Tags
18th century, Battle Road 2013, Events, food, recipes, resources
I’m not an expert, and your results may vary, but here’s what I’ve learned.
Single Day Events without Fires
(e.g. Battle Road, parades, Fort Lee)
For single-day, warm-weather events, ice packs covered in cloths at the bottom of a basket or slipped into a market wallet can keep food cold.
Pasties are self-contained, period appropriate, and require no “hardware” to eat. I wrap them in parchment or plain white paper and tie them with string, or wrap them individually in plain white cloths. Because the filling is cooked and then baked in the pastry, they keep and travel very well. I have a basic receipt here for pork pies; they’re good with chicken, too. Keep the filling a little on the dry side, and you won’t need a plate. I’ve never made an all-vegetable pasty, because I live with T-Rex in a hoodie, but I imagine it would be delicious with parsnips, squash, and maybe even kale.
Another single-day-event solution is bread and cheese. John Buss of the 10th Massachusetts was all about cheese. He writes home longing for cheese, and writes, too, that he can eat cheese again because he’s recovered from the small pox. (That’s one of those historic statements that I try not to imagine too much about.) I’ve never had the time to bake bread from the Amelia Simmons’ cookbook, but I’ve had bread made from it, and it’s great. Pressed for time? Worked later than you thought you’d have to? Whole Foods Take-and-Bake baguettes have played the role of home-made bread, as have various loaves from other grocery stores.
The Hive blog has some good recommendations to fill your basket, so with some repackaging and artful packing, you can assemble an 18th century pick-a-nick basket, or stuff a market wallet with suitable foods. Just please, please: peel stickers off the fruit, and don’t pack bananas, which aren’t seen in the U.S. much before 1880.
One caution to colleagues west of the Appalachians . . . do your homework about apples! My group learned the hard way when we showed up at an event with our typical lunch of bread, sausage, cheese and apples, only to be told (with primary research to back it up) that apples weren’t grown in Minnesota territory until the arrival of Swedish immigrants in the 1860s. Dried apples are usually much easier to prove.
Oh, such a good point. We have apples here thanks to William Blackstone, even as early as the 17th century. There are Morris-Dexter farm trees at the top of our urban hill, planted a looooong time ago.
Yes, I should post a notice: living here in 18th C New England!
And I bet there is a north/south divide on apples. I remember something like Arkansas black apples in Southern Illinois, and they are probably old.

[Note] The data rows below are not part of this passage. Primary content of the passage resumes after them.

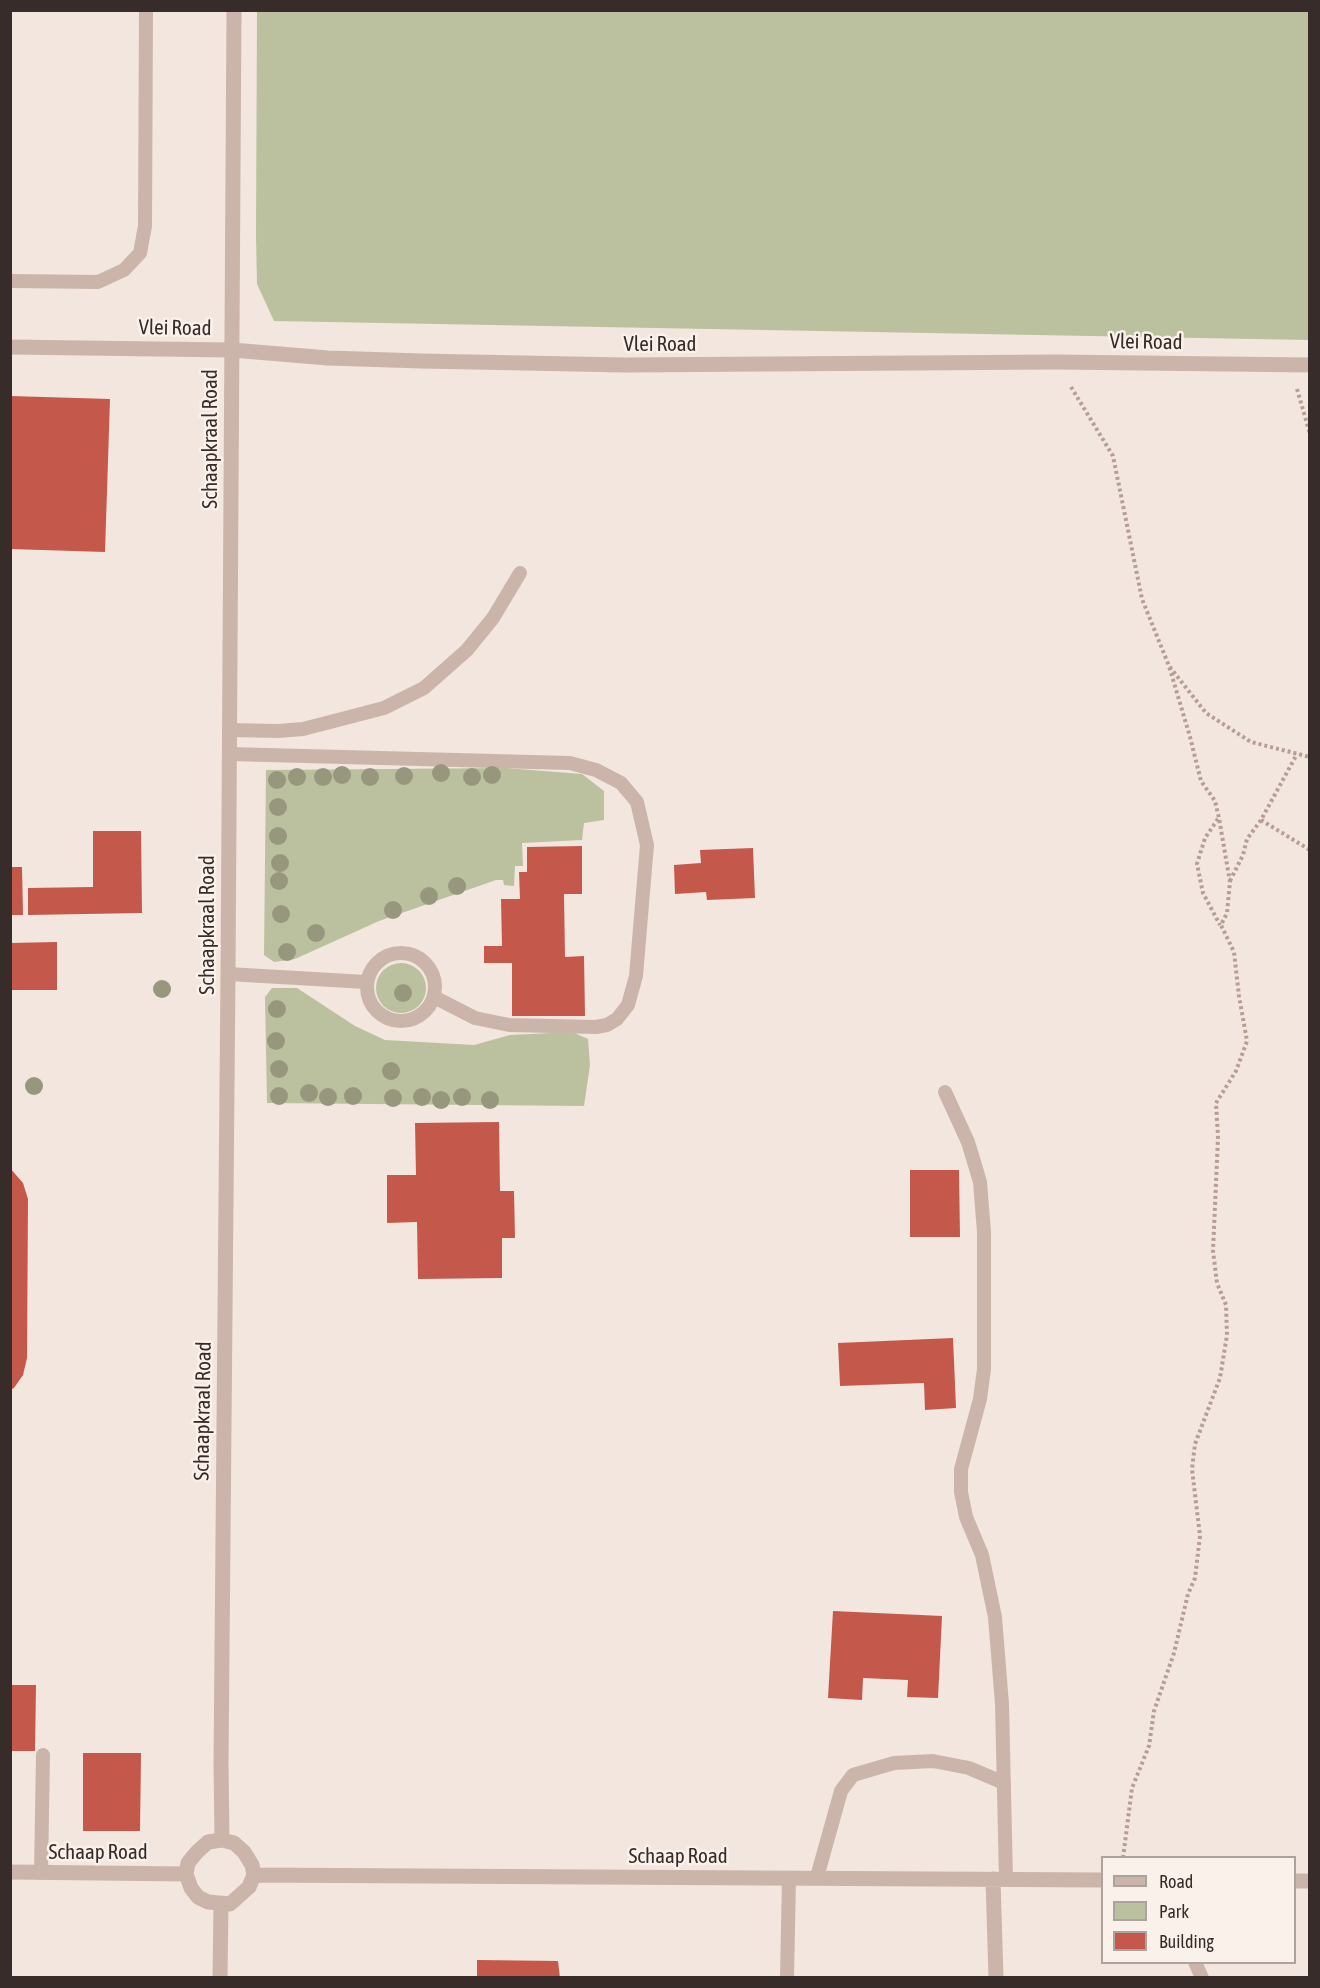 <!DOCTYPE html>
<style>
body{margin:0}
#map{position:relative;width:1320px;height:1988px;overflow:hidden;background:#f2e6df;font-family:"Asap Condensed",sans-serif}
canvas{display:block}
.frame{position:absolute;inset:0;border:12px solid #382c2a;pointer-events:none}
.legend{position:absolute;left:1101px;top:1856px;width:195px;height:108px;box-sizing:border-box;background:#faf1eb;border:2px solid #aca29e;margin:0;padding:8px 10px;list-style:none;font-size:18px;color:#382c2a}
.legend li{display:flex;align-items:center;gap:12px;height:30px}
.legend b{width:30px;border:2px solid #aca29e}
</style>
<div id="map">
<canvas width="1320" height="1988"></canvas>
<div class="frame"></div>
<ul class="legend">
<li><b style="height:8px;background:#cbb5aa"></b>Road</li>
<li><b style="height:16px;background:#bbc19e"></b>Park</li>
<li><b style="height:16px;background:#c3584b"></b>Building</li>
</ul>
</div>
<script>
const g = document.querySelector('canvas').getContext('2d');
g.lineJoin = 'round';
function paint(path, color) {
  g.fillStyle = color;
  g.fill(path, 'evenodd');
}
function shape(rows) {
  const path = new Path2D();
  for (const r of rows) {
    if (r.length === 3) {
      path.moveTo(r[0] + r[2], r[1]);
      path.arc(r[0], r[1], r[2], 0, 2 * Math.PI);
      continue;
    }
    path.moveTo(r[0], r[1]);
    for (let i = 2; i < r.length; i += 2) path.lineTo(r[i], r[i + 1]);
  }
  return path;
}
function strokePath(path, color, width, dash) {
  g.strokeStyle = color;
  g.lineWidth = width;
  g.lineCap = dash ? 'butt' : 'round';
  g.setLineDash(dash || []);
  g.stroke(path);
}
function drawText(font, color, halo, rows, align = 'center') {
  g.font = font + ' "Asap Condensed",sans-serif';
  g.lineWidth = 5;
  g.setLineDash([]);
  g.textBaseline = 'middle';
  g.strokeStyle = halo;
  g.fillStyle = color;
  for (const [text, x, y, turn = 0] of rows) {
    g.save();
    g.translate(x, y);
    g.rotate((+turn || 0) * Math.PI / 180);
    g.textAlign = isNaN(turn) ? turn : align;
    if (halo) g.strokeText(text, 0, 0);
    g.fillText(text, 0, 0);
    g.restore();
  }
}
paint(shape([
 [257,11,1309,11,1309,340,274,321,257,284,256,235],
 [505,768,582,774,604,791,604,820,584,823,582,840,522,843,523,866,515,866,514,886,504,885,503,880,496,880,379,921,295,959,274,962,264,955,266,770],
 [401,988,25],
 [272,988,297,988,355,1026,385,1040,474,1045,510,1035,572,1032,588,1039,590,1065,584,1106,267,1103,265,997]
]), '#bbc19e');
paint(shape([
 [10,396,110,399,105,552,10,549],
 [93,831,141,831,142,913,28,915,28,888,93,887],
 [582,846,582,894,564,894,565,957,584,956,585,1016,512,1016,512,963,484,963,484,946,502,946,501,899,520,899,519,872,527,872,527,847],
 [753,848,755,898,707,900,706,892,675,894,674,865,701,863,700,850],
 [10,867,22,867,23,915,10,915],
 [57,942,57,990,10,990,10,943],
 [499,1122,500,1191,514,1191,515,1238,502,1238,502,1278,418,1279,417,1222,387,1223,387,1175,416,1175,415,1123],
 [10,1168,23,1183,28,1199,27,1358,23,1375,14,1388,10,1390],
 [910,1170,959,1170,960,1237,910,1237],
 [953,1338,956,1408,925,1410,924,1383,840,1386,838,1343],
 [833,1611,942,1616,938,1698,907,1697,908,1680,863,1678,862,1700,828,1698],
 [10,1685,36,1685,35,1751,10,1751],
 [83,1753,141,1753,140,1831,83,1831],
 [477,1960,558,1961,560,1978,477,1978]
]), '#c3584b');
strokePath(shape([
 [1071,387,1113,456,1142,599,1169,666,1206,713,1251,742,1310,757],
 [1297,389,1310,434],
 [1218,819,1205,838,1197,864,1203,893,1220,925],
 [1261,820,1310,850],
 [1230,881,1243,855,1247,839,1261,820,1297,754],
 [1123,1858,1132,1788,1149,1746,1154,1711,1174,1653,1188,1594,1195,1578,1200,1536,1192,1469,1195,1444,1220,1378,1227,1335,1226,1305,1217,1283,1213,1251,1218,1137,1216,1103,1236,1071,1247,1041,1239,996,1234,952,1221,925,1227,913,1230,882,1219,818,1215,801,1201,781,1190,737,1169,666]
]), '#b69e95', 4, [3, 3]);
strokePath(shape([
 [10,281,98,282,124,270,140,253,145,226,146,10],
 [229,730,278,731,303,729,384,708,424,688,467,650,493,618,520,573],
 [229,754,570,763,596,770,621,783,637,802,647,845,636,976,628,1005,617,1019,607,1025,596,1027,509,1025,475,1018,434,997],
 [401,987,34],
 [228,974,366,982],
 [945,1092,968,1142,980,1182,984,1232,984,1369,980,1399,961,1469,961,1492,966,1517,982,1555,995,1617,1002,1704,1006,1879],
 [41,1873,43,1755],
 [817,1877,841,1791,853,1775,894,1763,933,1761,969,1768,1004,1783],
 [1195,1962,1202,1978],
 [787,1978,789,1878]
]), '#cbb5aa', 14);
strokePath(shape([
 [10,347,232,350,328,358,421,361,625,365,1056,362,1310,365],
 [222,1840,221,1763,228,974,234,10],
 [222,1840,234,1843,244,1852,252,1865,254,1875,249,1887,230,1904,208,1902,198,1897,191,1888,186,1874,188,1863,197,1852,208,1842,222,1840],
 [10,1872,186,1874],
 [254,1875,1102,1880],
 [993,1879,996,1978],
 [1294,1881,1310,1881],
 [220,1978,221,1904]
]), '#cbb5aa', 15);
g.fillStyle = '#97977e';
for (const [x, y] of [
 [441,773],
 [342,775],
 [492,775],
 [404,776],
 [297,777],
 [323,777],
 [370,777],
 [472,777],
 [277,780],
 [278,807],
 [278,836],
 [280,863],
 [279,881],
 [457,886],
 [429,896],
 [393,910],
 [281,914],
 [316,933],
 [287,952],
 [162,989],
 [403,993],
 [277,1009],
 [276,1041],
 [279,1069],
 [391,1071],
 [34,1086],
 [309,1093],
 [279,1096],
 [353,1096],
 [328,1097],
 [422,1097],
 [462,1097],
 [393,1098],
 [441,1100],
 [490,1100]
]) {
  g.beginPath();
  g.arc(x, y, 9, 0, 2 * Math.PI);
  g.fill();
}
drawText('21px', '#382c2a', '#faf1eb', [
 ["Vlei Road",175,328,1],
 ["Vlei Road",1146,342,1],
 ["Vlei Road",660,344],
 ["Schaapkraal Road",210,439,-90],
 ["Schaapkraal Road",207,925,-90],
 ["Schaapkraal Road",203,1411,-89],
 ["Schaap Road",98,1852],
 ["Schaap Road",678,1856]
]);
</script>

I sense a fun research project coming on…neat!
Thank you!
I love the teapot in the picture!
The teapot is a humble Amazon number from China, so I won’t care so much if it breaks on a trip. It wishes it was this one: http://www.metmuseum.org/Collections/search-the-collections/120014666?rpp=20&pg=1&ft=45.12.82+ab&pos=1, and there is a Jackfields teapot at work of a similar shaep, just much, much darker.
Such wonderful recommendations. Will be trying these soon!